#### [WHAT TO WORK ON]
A single number is required: how many lines in the entries hold the word "setLineDash".

#### [DATA FOR THIS EXERCISE]
________________________________________

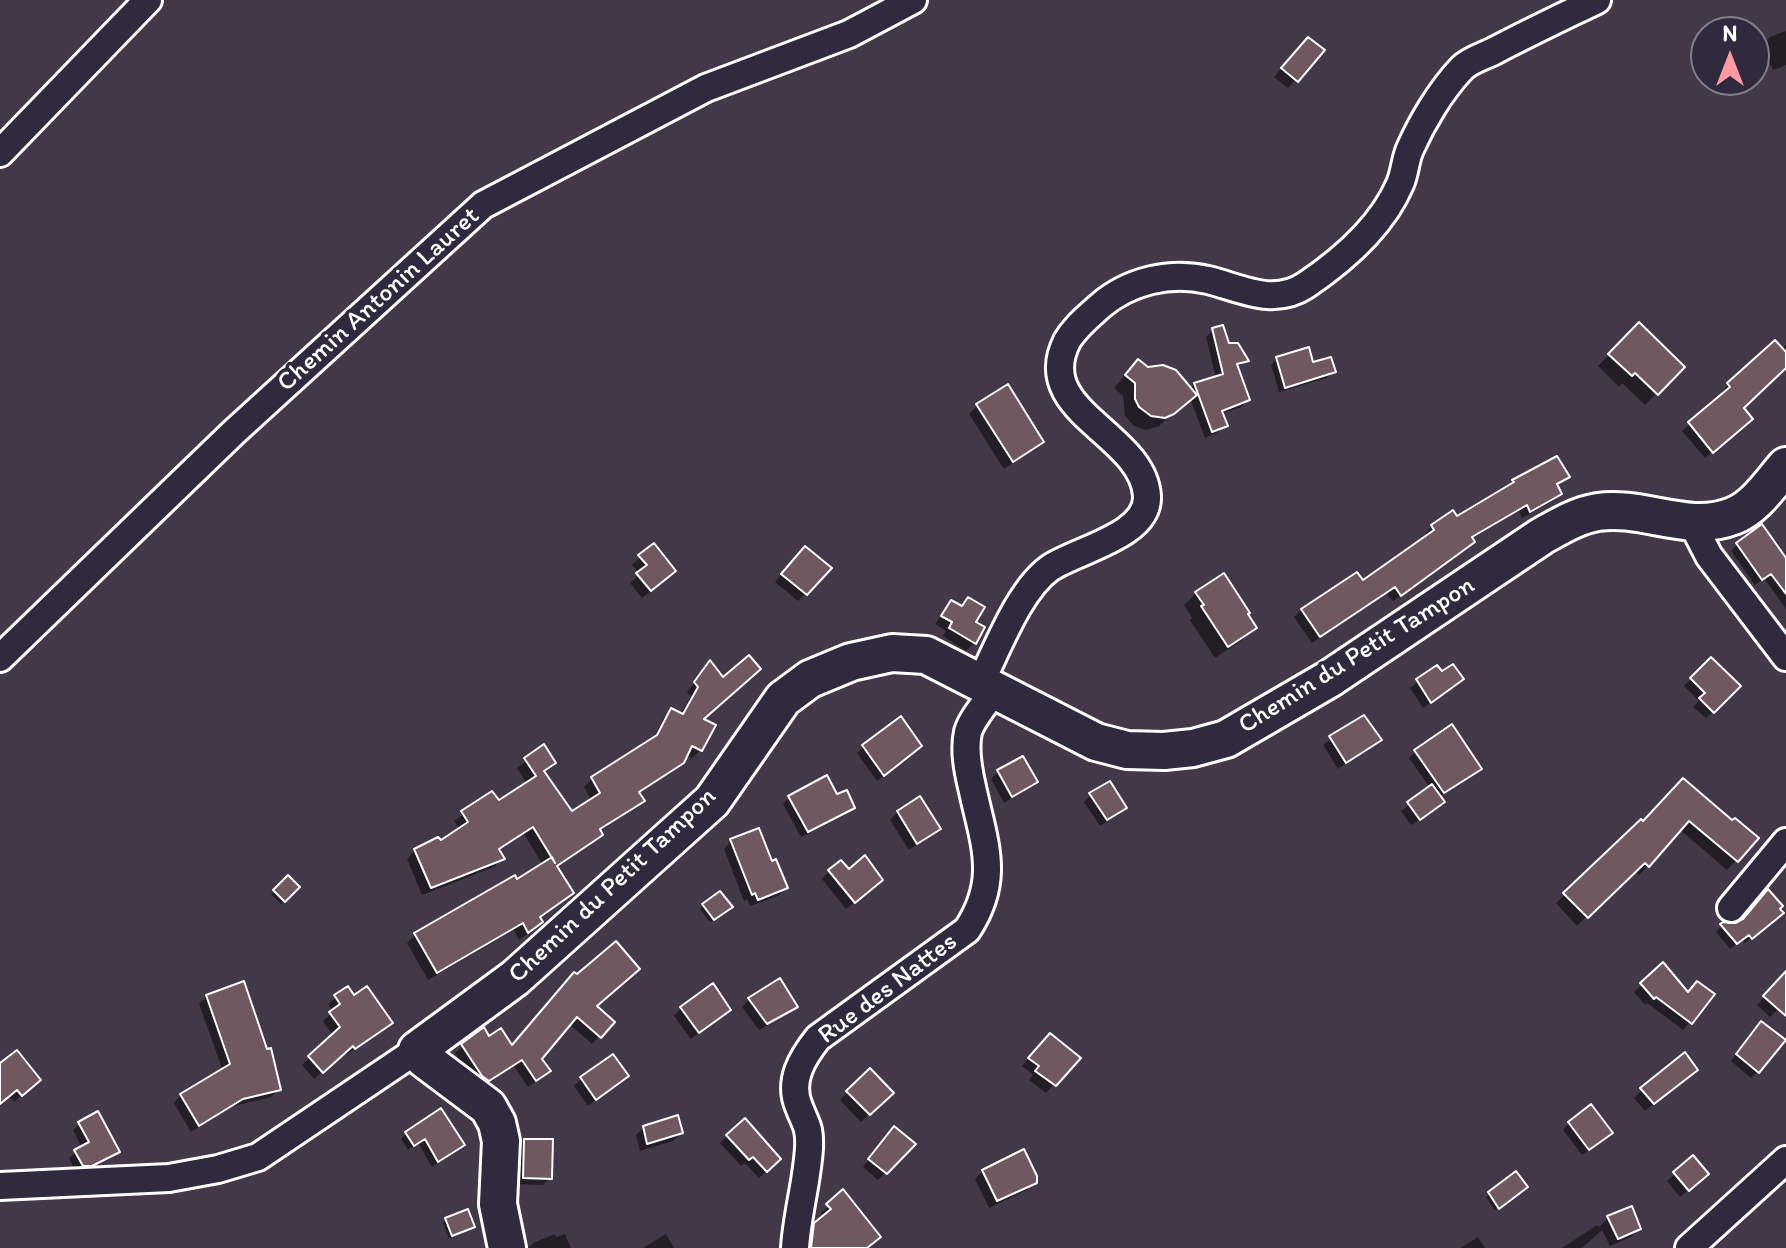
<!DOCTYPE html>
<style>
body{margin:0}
#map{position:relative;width:1786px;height:1248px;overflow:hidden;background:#423847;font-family:Itim,sans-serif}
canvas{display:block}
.north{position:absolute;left:1690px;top:16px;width:80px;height:80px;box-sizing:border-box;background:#2f2a3d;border:2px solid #827f8b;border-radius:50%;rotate:0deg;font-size:22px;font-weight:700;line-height:32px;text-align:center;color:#fff}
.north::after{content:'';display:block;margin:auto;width:28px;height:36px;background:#ff9aa2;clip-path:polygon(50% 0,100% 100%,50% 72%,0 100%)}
</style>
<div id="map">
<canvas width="1786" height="1248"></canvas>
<div class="north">N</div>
</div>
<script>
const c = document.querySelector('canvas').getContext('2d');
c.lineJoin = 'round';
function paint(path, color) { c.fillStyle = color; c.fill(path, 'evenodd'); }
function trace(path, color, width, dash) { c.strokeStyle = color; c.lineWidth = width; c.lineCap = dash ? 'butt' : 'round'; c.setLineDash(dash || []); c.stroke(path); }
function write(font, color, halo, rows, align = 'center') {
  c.font = font + ' Itim,sans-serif'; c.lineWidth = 7; c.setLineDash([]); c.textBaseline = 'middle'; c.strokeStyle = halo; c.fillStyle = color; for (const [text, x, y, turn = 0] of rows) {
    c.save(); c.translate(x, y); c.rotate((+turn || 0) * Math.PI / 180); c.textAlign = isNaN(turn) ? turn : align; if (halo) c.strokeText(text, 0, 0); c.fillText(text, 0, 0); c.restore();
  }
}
const shadow = new Path2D(`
 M 1786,31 L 1786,65 L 1773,70 L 1762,45 L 1770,37 Z
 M 1300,47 L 1322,51 L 1288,88 L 1274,77 Z
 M 1639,325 L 1682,367 L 1645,405 L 1622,383 L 1619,387 L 1598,366 Z
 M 1213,330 L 1246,361 L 1236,368 L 1248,400 L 1241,407 L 1221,414 L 1225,426 L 1218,432 L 1205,438 L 1190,398 L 1159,426 L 1146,430 L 1134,426 L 1125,416 L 1123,396 L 1114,388 L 1126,374 L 1147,369 L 1190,389 L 1195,384 L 1216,378 L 1206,337 Z
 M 1786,345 L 1786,366 L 1741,408 L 1743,426 L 1705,458 L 1682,431 L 1724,395 L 1722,392 L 1729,384 Z
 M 1277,359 L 1312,364 L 1333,372 L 1327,378 L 1279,392 L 1271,365 Z
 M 977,406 L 1042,441 L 1004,469 L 969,414 Z
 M 1567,477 L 1556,486 L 1560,494 L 1553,501 L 1522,518 L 1519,511 L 1471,539 L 1473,542 L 1465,549 L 1393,601 L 1386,593 L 1312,643 L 1294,617 L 1302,610 L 1362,583 L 1427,537 L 1425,534 L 1432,526 L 1456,518 L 1506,489 L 1514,481 Z
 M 1737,545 L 1786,562 L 1786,609 L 1764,578 L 1755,585 L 1731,551 Z
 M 798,556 L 829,568 L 798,601 L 775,582 Z
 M 640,557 L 666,579 L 642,598 L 630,583 L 640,574 L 632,565 Z
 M 1196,593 L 1254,628 L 1242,640 L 1215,658 L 1190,620 L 1192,618 L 1184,605 Z
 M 968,599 L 974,623 L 974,643 L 966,651 L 943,636 L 946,631 L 935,624 L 951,603 L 960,607 Z
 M 1711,659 L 1739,686 L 1706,718 L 1693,707 L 1699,701 L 1684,686 Z
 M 710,663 L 702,720 L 701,750 L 692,758 L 685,755 L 673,771 L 638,793 L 642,801 L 634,809 L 598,831 L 601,835 L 592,843 L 556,868 L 572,892 L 539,918 L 541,922 L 532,930 L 519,940 L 514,930 L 428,980 L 407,943 L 415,935 L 543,865 L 524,834 L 497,851 L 502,859 L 494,867 L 422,895 L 407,859 L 415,850 L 441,842 L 460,830 L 454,821 L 492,794 L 498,803 L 527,784 L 517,768 L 544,747 L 554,763 L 543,773 L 571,813 L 592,801 L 584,787 L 593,778 L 652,741 L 663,719 L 672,711 L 680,715 L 691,696 L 687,692 Z
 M 1437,667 L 1454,686 L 1423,708 L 1410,688 Z
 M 1363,717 L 1380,740 L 1338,769 L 1323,745 Z
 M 863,747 L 913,753 L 877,781 L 857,753 Z
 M 1416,751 L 1479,769 L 1439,797 L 1435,809 L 1411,825 L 1401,811 L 1430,788 L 1409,758 Z
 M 1023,758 L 1036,782 L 1004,803 L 991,779 L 998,772 Z
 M 1674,790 L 1756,839 L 1727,870 L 1679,829 L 1639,875 L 1634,870 L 1577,926 L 1556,903 L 1641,822 L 1643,824 Z
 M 1091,795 L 1125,808 L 1100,826 L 1084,802 Z
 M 836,797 L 852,808 L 846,814 L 801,837 L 783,804 L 789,798 Z
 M 898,812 L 938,829 L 909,850 L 890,820 Z
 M 731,841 L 771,863 L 786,888 L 778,896 L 750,906 L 747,899 L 744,901 L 724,849 Z
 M 829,871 L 873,888 L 846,909 L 822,879 Z
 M 288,878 L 298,887 L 281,904 L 271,894 Z
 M 1768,892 L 1784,910 L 1745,943 L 1742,939 L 1730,949 L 1716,932 L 1724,924 L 1736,925 L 1742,922 Z
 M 703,905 L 727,910 L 710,922 L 700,909 Z
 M 1663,965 L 1687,994 L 1712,995 L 1683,1030 L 1647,1003 L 1645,1005 L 1634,992 Z
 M 1786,974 L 1786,1001 L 1770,1017 L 1757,1005 Z
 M 348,988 L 354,997 L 390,1023 L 346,1055 L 344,1052 L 314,1079 L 302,1065 L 333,1036 L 323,1021 L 333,1012 L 328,1004 Z
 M 207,996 L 279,1089 L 271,1097 L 233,1106 L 191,1132 L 174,1103 L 181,1095 L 223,1071 L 199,1004 Z
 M 750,999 L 795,1006 L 788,1014 L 759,1030 L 742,1007 Z
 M 595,1007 L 612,1022 L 592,1044 L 569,1024 L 539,1058 L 548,1071 L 528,1087 L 514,1066 L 480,1087 L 455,1053 L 483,1030 L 489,1038 L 512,1048 Z
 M 681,1008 L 728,1010 L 691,1039 L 674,1016 Z
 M 1755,1030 L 1758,1071 L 1751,1078 L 1731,1061 Z
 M 1042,1043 L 1078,1058 L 1046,1093 L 1029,1080 L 1033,1075 L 1022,1066 Z
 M 0,1066 L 31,1087 L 14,1102 L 9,1096 L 0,1103 Z
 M 870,1070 L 891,1093 L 861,1122 L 840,1100 Z
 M 627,1076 L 588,1106 L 574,1086 L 582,1078 Z
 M 1688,1077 L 1645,1111 L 1634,1098 L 1642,1090 Z
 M 1569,1123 L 1604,1139 L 1582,1155 L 1563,1130 Z
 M 80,1124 L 118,1151 L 111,1158 L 83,1172 L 76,1172 L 69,1158 L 82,1148 L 73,1130 Z
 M 644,1127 L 681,1133 L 673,1141 L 640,1151 L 636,1135 Z
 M 407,1133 L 463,1145 L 432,1167 L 418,1143 L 408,1150 L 401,1139 Z
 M 727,1136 L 779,1159 L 759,1178 L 745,1163 L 741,1166 L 720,1143 Z
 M 888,1136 L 913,1144 L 878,1180 L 863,1167 Z
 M 525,1141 L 550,1178 L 543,1185 L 517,1184 L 517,1148 Z
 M 983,1171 L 1035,1182 L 1027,1190 L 989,1208 L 975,1179 Z
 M 1515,1174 L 1522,1190 L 1495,1210 L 1486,1197 Z
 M 1675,1174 L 1698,1182 L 1680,1197 L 1667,1181 Z
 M 843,1192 L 866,1248 L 806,1248 L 808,1232 L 825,1217 L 821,1213 Z
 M 1608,1218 L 1639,1229 L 1631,1237 L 1610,1246 L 1602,1230 L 1582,1248 L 1562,1248 L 1597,1225 L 1599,1227 Z
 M 446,1220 L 472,1227 L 449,1238 L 443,1223 Z
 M 555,1234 L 556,1237 L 565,1234 L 571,1248 L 528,1248 L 533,1243 Z
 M 666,1234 L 674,1248 L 644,1248 L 646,1246 Z
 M 1478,1237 L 1485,1248 L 1461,1248 Z`);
const building = new Path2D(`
 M 1308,37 L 1325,50 L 1298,82 L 1281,68 Z
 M 1639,322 L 1685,367 L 1658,395 L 1635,373 L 1632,376 L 1608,354 Z
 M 1223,325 L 1229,343 L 1238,343 L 1249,361 L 1237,364 L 1250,400 L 1222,411 L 1228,426 L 1212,432 L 1194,383 L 1223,374 L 1212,328 Z
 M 1775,340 L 1786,352 L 1786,368 L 1744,408 L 1753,419 L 1713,453 L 1688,422 L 1730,387 L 1727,383 Z
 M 1309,347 L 1313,362 L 1331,357 L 1336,372 L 1285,388 L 1276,357 Z
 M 1138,359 L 1148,367 L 1163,365 L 1176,370 L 1197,395 L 1174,414 L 1165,418 L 1151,416 L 1139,407 L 1135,399 L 1135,383 L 1125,375 Z
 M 1008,384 L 1044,442 L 1013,462 L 976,404 Z
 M 1557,456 L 1570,477 L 1557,484 L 1562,494 L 1530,512 L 1527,505 L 1472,537 L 1475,542 L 1401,596 L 1395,587 L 1320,637 L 1301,609 L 1357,572 L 1363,580 L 1434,530 L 1431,525 L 1453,510 L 1457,516 L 1514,482 L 1512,480 Z
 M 1762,524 L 1786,558 L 1786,594 L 1771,574 L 1762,580 L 1736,543 Z
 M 654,543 L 676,571 L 651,591 L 636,573 L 647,565 L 638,555 Z
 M 805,546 L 832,568 L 807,595 L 781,574 Z
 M 1224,573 L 1250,613 L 1248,614 L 1257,628 L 1228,647 L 1201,606 L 1204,605 L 1195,592 Z
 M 968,597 L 985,607 L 976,622 L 985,627 L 976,644 L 949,628 L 952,622 L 941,616 L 951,600 L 962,606 Z
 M 749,655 L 761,669 L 704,719 L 716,725 L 702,751 L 692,746 L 684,763 L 639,792 L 645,801 L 600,829 L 603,835 L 557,866 L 574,893 L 540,917 L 543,922 L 528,933 L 523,923 L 437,973 L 414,933 L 515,875 L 517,879 L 552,857 L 555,863 L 533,827 L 499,849 L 505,859 L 431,888 L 414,849 L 438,837 L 441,840 L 468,822 L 461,811 L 492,791 L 499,800 L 536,776 L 524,758 L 544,744 L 556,763 L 544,771 L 572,811 L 600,793 L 591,777 L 657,735 L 671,708 L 683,714 L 698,687 L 694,682 L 710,660 L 723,677 Z
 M 1711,657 L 1741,686 L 1714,713 L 1699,698 L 1705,693 L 1690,678 Z
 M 1453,664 L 1464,679 L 1431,703 L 1416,679 L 1437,665 L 1442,671 Z
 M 1364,715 L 1382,740 L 1346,763 L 1329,736 Z
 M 901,716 L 922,746 L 884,776 L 862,745 Z
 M 1452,724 L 1482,769 L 1444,793 L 1414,750 Z
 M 1023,756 L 1038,782 L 1012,797 L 997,770 Z
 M 827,775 L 837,794 L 847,790 L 855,808 L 808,832 L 788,796 Z
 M 1683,778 L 1732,820 L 1735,818 L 1759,838 L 1738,862 L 1689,821 L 1649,867 L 1645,863 L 1588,918 L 1563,893 L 1641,819 L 1643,821 Z
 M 1110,781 L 1127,808 L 1107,820 L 1089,793 Z
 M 1432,784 L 1445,802 L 1420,820 L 1407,802 Z
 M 920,796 L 941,829 L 917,844 L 897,811 Z
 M 759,828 L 772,861 L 776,859 L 788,888 L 758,900 L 755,893 L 752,895 L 730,839 Z
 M 865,855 L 883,880 L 855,903 L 828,870 L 841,860 L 849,869 Z
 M 288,875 L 300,887 L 285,902 L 273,890 Z
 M 1768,889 L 1783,906 L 1780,909 L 1784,913 L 1752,939 L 1749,935 L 1737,944 L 1720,924 L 1723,922 L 1736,923 L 1743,919 Z
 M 720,891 L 733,907 L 714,920 L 702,904 Z
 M 616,941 L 640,969 L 597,1006 L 615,1022 L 601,1038 L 577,1017 L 542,1059 L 551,1071 L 536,1081 L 522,1060 L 489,1081 L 482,1076 L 461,1044 L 484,1027 L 489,1036 L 501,1028 L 512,1045 L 574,972 L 577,974 Z
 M 1663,962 L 1688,992 L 1697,981 L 1715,994 L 1692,1024 L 1656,997 L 1654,999 L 1640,983 Z
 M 1786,971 L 1786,1016 L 1763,996 Z
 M 780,978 L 798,1007 L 767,1024 L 748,998 Z
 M 244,981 L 267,1049 L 271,1048 L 281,1090 L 243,1099 L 199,1126 L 180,1094 L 230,1064 L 206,995 Z
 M 713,983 L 731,1010 L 699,1033 L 680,1007 Z
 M 348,986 L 354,995 L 367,986 L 393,1023 L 355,1049 L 353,1046 L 323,1073 L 308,1056 L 340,1027 L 329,1012 L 340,1004 L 334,995 Z
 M 1761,1021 L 1786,1040 L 1759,1073 L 1736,1054 Z
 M 1050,1033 L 1081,1058 L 1056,1086 L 1035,1071 L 1039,1066 L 1028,1058 Z
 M 17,1050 L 41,1080 L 22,1096 L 17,1090 L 0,1104 L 0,1063 Z
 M 1685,1052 L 1698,1070 L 1654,1104 L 1640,1088 Z
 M 613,1054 L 629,1076 L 596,1100 L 580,1077 Z
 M 870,1068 L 894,1093 L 870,1115 L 846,1091 Z
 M 1591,1104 L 1613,1133 L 1589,1150 L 1568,1122 Z
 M 441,1108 L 465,1145 L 438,1162 L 425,1139 L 414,1146 L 405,1132 Z
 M 98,1111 L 120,1152 L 92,1166 L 83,1166 L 74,1150 L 89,1142 L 78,1122 Z
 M 678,1115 L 683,1133 L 647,1144 L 643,1126 Z
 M 745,1118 L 781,1159 L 767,1172 L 753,1157 L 749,1160 L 726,1135 Z
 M 894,1126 L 916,1144 L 887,1174 L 868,1159 Z
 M 524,1139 L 553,1139 L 552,1179 L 523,1178 Z
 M 1024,1149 L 1037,1176 L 1037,1183 L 997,1201 L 982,1170 Z
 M 1693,1155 L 1709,1174 L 1689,1191 L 1673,1172 Z
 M 1516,1171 L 1528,1187 L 1499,1209 L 1488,1192 Z
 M 843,1189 L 881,1237 L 867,1248 L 811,1248 L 814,1223 L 831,1209 L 826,1204 Z
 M 1632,1206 L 1641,1229 L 1618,1239 L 1607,1216 Z
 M 468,1209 L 475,1227 L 452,1236 L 445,1218 Z`);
const street = new Path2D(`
 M 0,153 L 148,0
 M 1692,523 L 1709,556 L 1786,657
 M 0,658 L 234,432 L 483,205 L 706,88 L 849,34 L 913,0
 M 981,681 C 998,648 1019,590 1050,568 C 1076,550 1149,536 1147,496 C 1143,433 1031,412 1067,341 C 1075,327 1088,317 1100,306 C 1129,281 1170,271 1208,280 C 1241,288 1273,307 1306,285 C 1343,260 1382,226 1400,184 C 1405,173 1405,160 1410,149 C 1422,122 1441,90 1462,68 C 1470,60 1484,56 1494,51 C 1528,33 1562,17 1597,0
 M 1731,908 L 1786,842
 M 0,1186 L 169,1178 L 218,1169 L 258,1157 L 417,1050
 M 795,1248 C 797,1215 807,1182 809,1148 C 810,1127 806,1125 799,1107 C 788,1081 802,1058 818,1038 L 967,930 C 1001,879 984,843 972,787 C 968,770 964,750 968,732 C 972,718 987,702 995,690
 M 1689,1248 L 1786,1160`);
const secondary = new Path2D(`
 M 507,1248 L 498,1204 L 501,1141 L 497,1123 L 488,1107 L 424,1059 L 417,1050 L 515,978 L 712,801 L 783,699 L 810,679 L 851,662 L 892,653 L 926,655 L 1096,742 L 1127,750 L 1164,751 L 1193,748 L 1226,739 L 1329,679 L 1542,536 C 1560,526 1578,515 1598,512 C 1643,505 1687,534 1733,516 C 1755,508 1771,483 1786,466`);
const streetNames = [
 ["Chemin Antonin Lauret",379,300,-42],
 ["Chemin du Petit Tampon",1357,656,-32],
 ["Chemin du Petit Tampon",613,886,-43],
 ["Rue des Nattes",888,989,-37]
];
paint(shadow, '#0007');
paint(building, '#6f585f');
trace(building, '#fff', 2);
trace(street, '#fff', 32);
trace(secondary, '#fff', 42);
trace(street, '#2f2a3d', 26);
trace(secondary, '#2f2a3d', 36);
write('26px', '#fff', '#2f2a3d', streetNames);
</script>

________________________________________

#### [ANSWER BOX]
2